Small manager punches above its weight

Michael Porter, the chief investment officer at Harvard House, accepts the Raging Bull Award for the Best SA Equity General Fund on straight performance from Laura du Preez, the editor of Personal Finance. The award was won by the Harvard House BCI General Equity Fund. With them is Ernie Alexander, the managing director of ProfileData.

Michael Porter, the chief investment officer at Harvard House, accepts the Raging Bull Award for the Best SA Equity General Fund on straight performance from Laura du Preez, the editor of Personal Finance. The award was won by the Harvard House BCI General Equity Fund. With them is Ernie Alexander, the managing director of ProfileData.

Published Jan 31, 2015

Share

HARVARD HOUSE BCI GENERAL EQUITY FUND

Raging Bull Award for the Best South African Equity General Fund – the top-performing fund on straight performance in the South African equity general sub-category over three years to December 31, 2014

A small fund managed on a long-term buy-and-hold strategy, mostly for the benefit of private clients, has taken the honours as the top-performing equity fund over three years at this year’s Raging Bull Awards.

The Harvard House BCI General Equity Fund out-performed its peers, with an average return of 24.78 percent a year over the three years to December 31, 2014.

The FTSE/JSE All Share Index (Alsi) returned an average of 19.48 percent a year over the same three-year period, according to ProfileData.

The Harvard House BCI General Equity Fund is managed by Michael Porter of the Harvard House Group, a financial services group based in Howick in KwaZulu-Natal. The company provides accounting and bookkeeping services, tax planning, private client wealth management, pension fund management, financial planning and the administration of deceased estates.

Porter says Harvard House’s unit trust funds were established about eight years ago to take small investments (below the threshold for a discretionary portfolio) from the company’s private clients. Its General Equity Fund is small relative to its peers in the South African general equity sector, with just R110 million under management, whereas its larger competitors have between R10 billion and almost R40 billion under management.

Porter says that, in managing the fund, Harvard House follows the same investment principles that it does with its private clients’ money – it invests in equities that produce an income and demonstrate the ability to grow their dividends consistently. If the income stream is growing, the capital value of the share will follow suit, he says.
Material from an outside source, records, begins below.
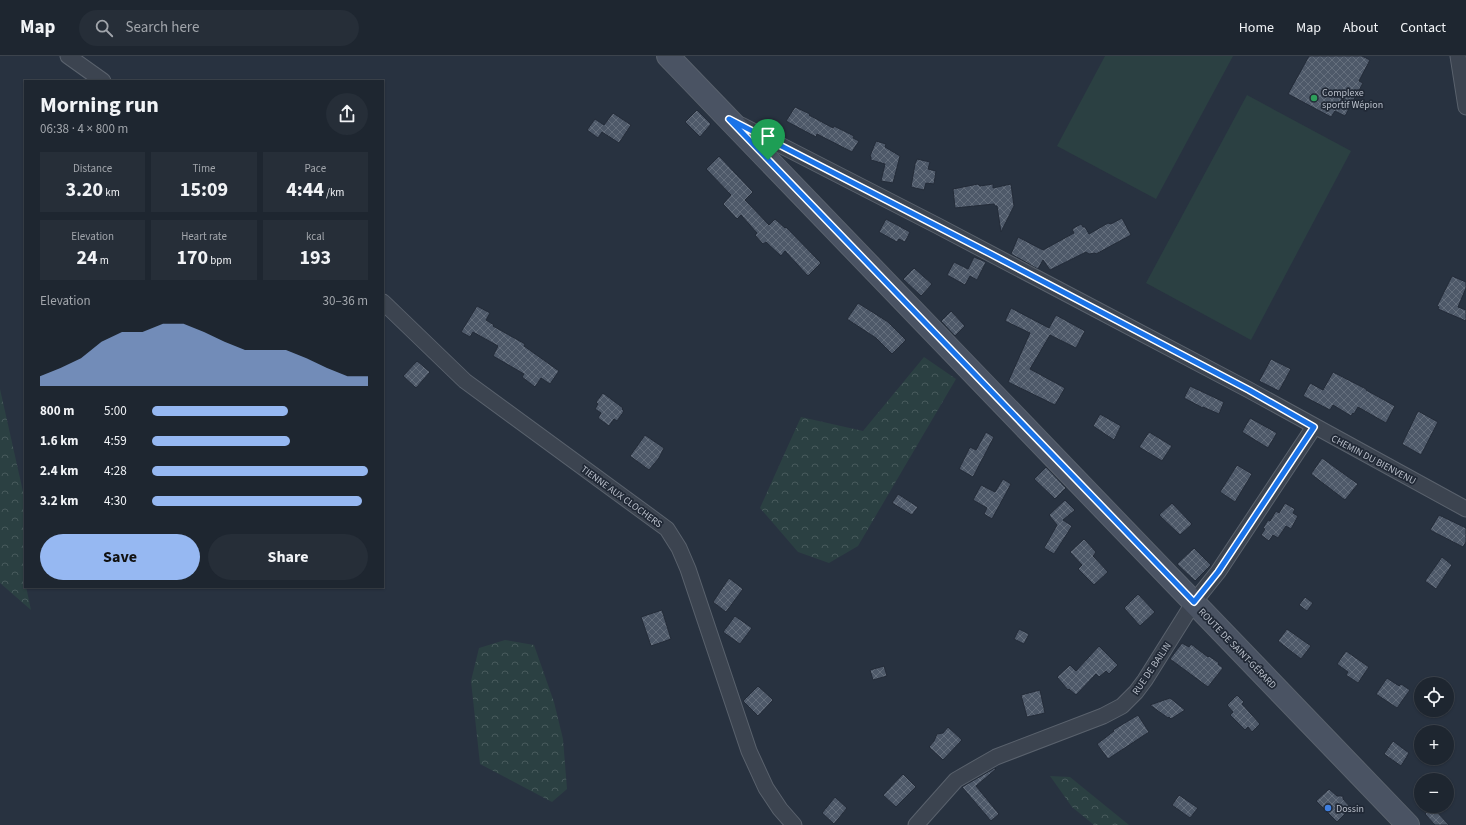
<!DOCTYPE html>
<meta charset="utf-8">
<style>
:root{--surface:#1e2630;--page:#262e38;--text:#f1f3f6;--muted:#a1a5ab;--line:#3c434c;--accent:#96b8f2}
body{margin:0;font-family:"Source Sans 3",sans-serif;background:var(--page);color:var(--text);height:100vh;display:flex;flex-direction:column;font-size:15px;white-space:nowrap}
*{box-sizing:border-box;margin:0}
p{font-size:13px;color:var(--muted)}
.icon{flex:none;width:22px;height:22px;fill:none;stroke:currentColor;stroke-width:2;stroke-linecap:round;stroke-linejoin:round}
.map{position:relative;flex:1;overflow:hidden}
.sheet{position:absolute;left:24px;top:24px;width:360px;height:508px;display:flex;flex-direction:column;background:var(--surface);border-radius:0px;box-shadow:0 1px 3px #0004,0 0 0 1px var(--line)}
.sheet>*{flex:none}
.fabs{position:absolute;left:1414px;top:621px;display:grid;gap:8px}
.fabs a{display:grid;place-items:center;width:40px;height:40px;border-radius:50%;background:var(--surface);box-shadow:0 1px 3px #0004,0 0 0 1px var(--line);font-size:20px}
.pin{position:absolute;display:grid;place-items:center;width:34px;height:34px;color:#fff;margin:-41px -17px;border-radius:50% 50% 50% 0;rotate:-45deg;box-shadow:0 0 4px #0007}
.pin .icon{rotate:45deg}
.round{display:grid;place-items:center;flex:none;width:42px;height:42px;border-radius:21px;background:var(--page)}
.overview{display:flex;align-items:center;justify-content:space-between;height:68px;padding:0 16px}
h1{font-size:22px;font-weight:700;line-height:30px}
.metrics{display:grid;grid-template-columns:repeat(3,1fr);gap:6px;height:68px;padding:4px 16px}
.metrics div{display:grid;align-content:center;border-radius:0px;background:var(--page);text-align:center}
.metrics b{font-size:20px;font-weight:700}
.metrics small{font-size:11px;font-weight:400}
.metrics p{font-size:11px}
.chart{height:112px;padding:8px 16px}
.chart p{display:flex;justify-content:space-between}
.chart svg{width:100%;height:72px;margin-top:4px;fill:var(--accent);opacity:.7}
.button{display:flex;gap:8px;margin-top:auto;padding:8px 16px}
.button a{flex:1;height:46px;border-radius:24px;background:var(--accent);color:#111;font-size:16px;font-weight:700;line-height:46px;text-align:center}
.button a+a{background:var(--page);color:var(--text)}
ul{padding:0 16px;list-style:none;font-size:13px}
li{display:grid;grid-template-columns:64px 48px 1fr;align-items:center;height:30px}
li i{height:10px;border-radius:5px;background:var(--accent)}
header{display:flex;align-items:center;gap:24px;box-sizing:border-box;height:56px;padding:0 20px;background:var(--surface);border-bottom:1px solid var(--line)}
header strong{font-size:19px}
nav{display:flex;gap:22px;margin-inline-start:auto;font-size:14px}
.search{width:280px;height:36px;background:var(--page);display:flex;align-items:center;gap:10px;box-sizing:border-box;padding:0 14px;border-radius:22px;color:var(--muted);font-size:15px}
.map>svg:first-child{display:block}
</style>
<header>
<strong>Map</strong>
<div class="search"><svg class="icon" aria-label="search" viewBox="0 0 24 24"><circle cx="10" cy="10" r="6"/><path d="M15 15l6 6"/></svg>Search here</div>
<nav><a>Home</a><a>Map</a><a>About</a><a>Contact</a></nav>
</header>
<div class="map">
<svg width="1466" height="769" viewBox="0 0 1466 769">
<defs>
<pattern id="forest-crowns" width="20" height="18" patternUnits="userSpaceOnUse"><rect width="20" height="18" fill="#2b4042"/><path d="M2 6a3 3 0 1 1 6 0M12 15a3 3 0 1 1 6 0" fill="none" stroke="#485a5c"/></pattern>
<pattern id="building-cross-hatch" width="8" height="8" patternUnits="userSpaceOnUse"><rect width="8" height="8" fill="#4e5969"/><path d="M0 0l8 8M0 8l8-8" fill="none" stroke="#656f7d"/></pattern>
</defs>
<rect width="100%" height="100%" fill="#283240"/>
<g fill="url(#forest-crowns)">
<polygon points="924,301 956,323 858,490 829,507 798,496 760,452 801,361 863,375"/>
<polygon points="0,333 24,440 24,521 31,554 0,527"/>
<polygon points="505,584 534,589 554,646 563,683 567,733 552,746 480,708 471,625 479,592"/>
<polygon points="1050,720 1070,721 1129,769 1094,769 1072,751"/>
</g>
<g fill="#2b4042">
<polygon points="1105,0 1233,0 1156,143 1057,90"/>
<polygon points="1247,39 1351,95 1251,284 1146,227"/>
</g>
<g fill="url(#building-cross-hatch)" stroke="#232b38">
<polygon points="1309,0 1362,0 1370,4 1359,25 1363,27 1345,60 1335,55 1331,61 1288,38"/>
<polygon points="795,51 810,58 809,59 833,72 834,70 854,80 853,82 859,85 852,96 817,78 816,81 786,65"/>
<polygon points="697,54 711,68 700,81 685,66"/>
<polygon points="613,57 631,69 619,87 602,76 598,82 587,74 595,63 604,69"/>
<polygon points="876,85 886,88 885,91 900,100 893,127 881,125 885,108 871,104 871,101 870,100"/>
<polygon points="719,100 753,136 745,144 769,169 775,163 785,172 786,171 821,207 808,220 785,195 781,200 766,186 763,188 755,179 757,177 741,159 737,163 723,148 731,139 706,113"/>
<polygon points="917,103 930,106 928,113 936,115 934,128 926,127 924,134 911,131 915,108"/>
<polygon points="978,128 980,130 993,128 993,132 1011,128 1014,150 1001,176 997,150 995,150 994,148 955,152 953,133"/>
<polygon points="1122,162 1131,179 1096,198 1095,197 1089,198 1086,196 1050,214 1043,204 1038,213 1011,198 1018,181 1043,194 1074,177 1072,173 1081,168 1083,171 1085,171 1089,178 1108,167 1111,168"/>
<polygon points="886,163 910,176 905,186 899,183 897,186 879,176"/>
<polygon points="974,201 986,206 977,224 970,220 965,229 947,219 954,206 968,213"/>
<polygon points="914,212 932,228 921,240 903,223"/>
<polygon points="1452,220 1466,226 1466,232 1458,251 1466,254 1466,265 1438,253 1439,251 1437,250"/>
<polygon points="858,247 888,266 906,284 892,298 876,282 847,263"/>
<polygon points="477,250 490,257 486,264 494,269 493,270 525,288 524,290 559,315 550,328 541,322 535,331 522,321 524,318 493,300 498,290 473,276 470,281 461,276"/>
<polygon points="1011,252 1049,272 1056,259 1085,275 1076,292 1050,279 1030,313 1065,332 1055,349 1008,326 1030,277 1005,265"/>
<polygon points="951,255 965,270 955,280 941,265"/>
<polygon points="1271,303 1291,313 1279,335 1259,325"/>
<polygon points="417,305 430,316 416,332 403,320"/>
<polygon points="1333,316 1366,333 1366,334 1395,350 1386,367 1358,351 1354,358 1353,357 1351,360 1333,349 1330,354 1303,340 1310,327 1323,334"/>
<polygon points="1190,330 1224,346 1219,358 1203,351 1203,352 1184,342"/>
<polygon points="603,337 623,352 622,353 624,355 617,365 614,363 609,370 598,362 601,357 595,353 598,348 596,346"/>
<polygon points="1418,355 1438,366 1421,399 1402,388"/>
<polygon points="1100,358 1121,370 1114,384 1093,370"/>
<polygon points="1250,362 1277,377 1268,392 1242,376"/>
<polygon points="986,376 994,381 973,421 959,413 970,391 976,394"/>
<polygon points="1149,376 1172,390 1162,405 1139,391"/>
<polygon points="645,379 664,392 659,402 649,414 630,400"/>
<polygon points="1322,402 1358,428 1345,444 1311,418"/>
<polygon points="1237,409 1252,418 1235,446 1220,436"/>
<polygon points="1046,411 1066,432 1055,443 1034,423"/>
<polygon points="1003,423 1011,428 992,463 984,458 987,452 973,444 981,429 995,436"/>
<polygon points="898,438 918,451 912,459 892,447"/>
<polygon points="1065,444 1075,454 1063,464 1072,470 1054,498 1044,492 1057,469 1049,459"/>
<polygon points="1172,447 1192,468 1180,479 1159,459"/>
<polygon points="1285,447 1295,453 1293,457 1298,460 1291,473 1286,470 1278,482 1273,479 1269,485 1261,479 1265,473 1263,472 1268,464 1270,465 1276,455 1279,457"/>
<polygon points="1439,459 1466,472 1466,486 1463,491 1430,474"/>
<polygon points="1084,483 1096,496 1093,500 1108,516 1094,529 1078,513 1082,509 1070,496"/>
<polygon points="1194,492 1211,509 1195,525 1177,508"/>
<polygon points="1442,501 1452,509 1436,533 1425,525"/>
<polygon points="729,522 743,533 726,556 713,546"/>
<polygon points="1138,538 1155,556 1140,570 1124,552"/>
<polygon points="1305,541 1313,547 1307,555 1299,549"/>
<polygon points="662,554 671,583 651,590 641,561"/>
<polygon points="735,560 752,572 740,588 723,576"/>
<polygon points="1019,573 1029,578 1024,588 1014,583"/>
<polygon points="1287,573 1311,590 1301,603 1278,585"/>
<polygon points="1182,587 1189,591 1191,588 1208,601 1209,600 1219,607 1218,608 1223,612 1208,631 1170,603"/>
<polygon points="1099,590 1118,609 1109,618 1106,615 1099,621 1096,618 1076,639 1069,633 1068,634 1057,621 1070,609 1076,615"/>
<polygon points="1346,595 1369,611 1358,627 1346,619 1348,616 1337,608"/>
<polygon points="884,610 887,620 873,624 870,614"/>
<polygon points="1387,622 1399,630 1401,628 1410,634 1397,652 1376,638"/>
<polygon points="758,630 773,644 758,660 743,645"/>
<polygon points="1040,634 1045,657 1027,661 1021,639"/>
<polygon points="1237,639 1244,646 1242,648 1260,668 1252,676 1248,671 1245,674 1230,659 1233,656 1227,649"/>
<polygon points="1170,642 1185,654 1171,663 1169,661 1168,662 1150,649"/>
<polygon points="1138,659 1149,676 1108,703 1097,688 1114,675 1113,674"/>
<polygon points="948,671 962,684 943,704 929,691 934,685 937,678 943,677"/>
<polygon points="1393,685 1409,697 1401,710 1384,698"/>
<polygon points="995,712 996,713 976,730 999,758 991,765 962,731"/>
<polygon points="903,718 916,731 896,751 883,739"/>
<polygon points="1329,733 1337,740 1343,740 1343,743 1351,752 1337,766 1316,745"/>
<polygon points="1179,739 1198,752 1190,762 1172,749"/>
<polygon points="835,741 847,752 834,768 822,757"/>
<polygon points="1432,751 1449,769 1435,769 1425,758"/>
</g>
<g fill="none" stroke-linecap="round" stroke-linejoin="round">
<g stroke="#5a626d" stroke-width="17">
<g id="minor">
<polyline points="68,0 103,25"/>
<polyline points="1458,0 1466,51"/>
<polyline points="741,69 938,170 1249,334 1466,453"/>
<polyline points="383,246 465,325 667,473 679,492 688,513 749,695 766,732 780,753 794,769"/>
<polyline points="916,769 956,724 996,701 1103,660 1122,650 1136,636 1145,624 1194,546 1218,516 1314,371"/>
</g>
</g>
<g stroke="#5a626d" stroke-width="24">
<polyline id="secondary" points="668,0 1408,769"/>
</g>
<use href="#minor" stroke="#3c4450" stroke-width="15"/>
<use href="#secondary" stroke="#4a5363" stroke-width="22"/>
</g>
<g fill="none" stroke-linecap="round" stroke-linejoin="round">
<g stroke="#fff" stroke-width="8">
<polygon id="route" points="729,63 989,197 1249,334 1314,371 1218,516 1194,546"/>
</g>
<use href="#route" stroke="#1a73e8" stroke-width="5"/>
</g>
<circle fill="#2e9e5b" stroke="#212936" stroke-width="1.5" cx="1314" cy="42" r="4"/>
<circle fill="#3f7fe0" stroke="#212936" stroke-width="1.5" cx="1328" cy="752" r="4"/>
<g text-anchor="middle" stroke-width="3.5" stroke-linejoin="round" paint-order="stroke">
<g font-size="10" fill="#b9bfca" stroke="#212936" text-anchor="start">
<text x="1322" y="40">Complexe<tspan x="1322" dy="12">sportif Wépion</tspan></text>
<text x="1336" y="756">Dossin</text>
</g>
<g font-size="10" fill="#b9bfca" stroke="#212936">
<text transform="translate(1374 403) rotate(28)" y="4">CHEMIN DU BIENVENU</text>
<text transform="translate(622 440) rotate(36)" y="4">TIENNE AUX CLOCHERS</text>
<text transform="translate(1238 592) rotate(46)" y="4">ROUTE DE SAINT-GÉRARD</text>
<text transform="translate(1151 612) rotate(-56)" y="4">RUE DE BAILIN</text>
</g>
</g>
</svg>
<div class="fabs">
<a><svg class="icon" aria-label="locate" viewBox="0 0 24 24"><circle cx="12" cy="12" r="6"/><path d="M12 2v4M12 18v4M2 12h4M18 12h4"/></svg></a>
<a>+</a>
<a>−</a>
</div>
<div class="pin" style="left:768px;top:104px;background:#1e9e55"><svg class="icon" aria-label="arrive" viewBox="0 0 24 24"><path d="M6 21V4h12l-3 4 3 4H6"/></svg></div>
<section class="sheet">
<div class="overview"><div><h1>Morning run</h1><p>06:38 · 4 × 800 m</p></div><a class="round"><svg class="icon" aria-label="share" viewBox="0 0 24 24"><path d="M12 15V3M7 8l5-5 5 5M5 13v7h14v-7"/></svg></a></div>
<div class="metrics">
<div><p>Distance</p><b>3.20<small> km</small></b></div>
<div><p>Time</p><b>15:09</b></div>
<div><p>Pace</p><b>4:44<small> /km</small></b></div>
</div>
<div class="metrics">
<div><p>Elevation</p><b>24<small> m</small></b></div>
<div><p>Heart rate</p><b>170<small> bpm</small></b></div>
<div><p>kcal</p><b>193</b></div>
</div>
<div class="chart"><p><span>Elevation</span>30–36 m</p>
<svg viewBox="0 0 160 44" preserveAspectRatio="none"><path d="M0 44V38L10 33L20 27L30 17L40 11L50 11L60 6L70 6L80 11L90 17L100 22L110 22L120 22L130 27L140 33L150 38L160 38V44z"/></svg>
</div>
<ul>
<li><b>800 m</b>5:00<i style="width:63%"></i></li>
<li><b>1.6 km</b>4:59<i style="width:64%"></i></li>
<li><b>2.4 km</b>4:28<i style="width:100%"></i></li>
<li><b>3.2 km</b>4:30<i style="width:97%"></i></li>
</ul>
<div class="button"><a>Save</a><a>Share</a></div>
</section>
</div>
The fund’s top 10 holdings at the end of last year included New European Property Investments, a property company that invests in shopping centres in Eastern Europe, Coronation Fund Managers, the listed asset manager, cigarette manufacturer British American Tobacco, petrochemicals group Sasol, media company Naspers, paper maker Mondi, banking group FirstRand, technology company EOH Holdings and cellular network operators Vodacom and MTN.

Porter says the fund has held most of these shares throughout the three-year period, and it typically holds 18 to 20 shares, although it currently has about 25.

Other good performers in the portfolio over the past three years have been pharmaceutical group Aspen, the diversified Bidvest group and hospital group Mediclinic.

The fund has a buy-and-hold strategy, rather than trading frequently. Trades are minimal, at two to three a month.

Porter says he is happy to hold shares for 10 years regardless of price fluctuations, if necessary. Shares are sold out of the portfolio only if they become too expensive, and it is clearly time to take the profits, or if the outlook for a company’s profits, and consequently its dividend policy, deteriorates, Porter says.

The fund does not worry about tracking the shares in its benchmark index – the Alsi – and being a small fund enables it to invest in shares, such as New European Property Investments, that other, larger competitors cannot hold, Porter says.

Harvard House does not have its own team of analysts like other larger managers do, but buys research from top research houses and will supplement this with various company visits, he says.

Although it prefers shares with a high and growing income, it does not always exclude lower income earners, such as Naspers, with a dividend yield of 0.23 percent. Despite the low yield, Naspers has grown its dividend by 27 percent a year over the past 10 years. That fits well into Harvard House’s philosophy, Porter says.

Over the past two years, the fund’s performance relative to its peers has been assisted by its low exposure to mining shares. Exposure to these shares, excluding Sasol, has been just six percent, he says.

Over the next three to five years, Porter expects the fund to continue to deliver solid, inflation-beating returns. Although markets are in flux and quite volatile, you cannot ignore the positive impact of the falling oil price, the downward adjustment of inflation expectations and the consequent impact on the consumer sector of the economy, he says.

At the same time, Harvard House remains wary of global developments and the possible impact on the rand. The fund will retain a balanced portfolio with exposure to local shares that can benefit from rising consumer spending, while also protecting investors against rand weakness if it materialises, he says.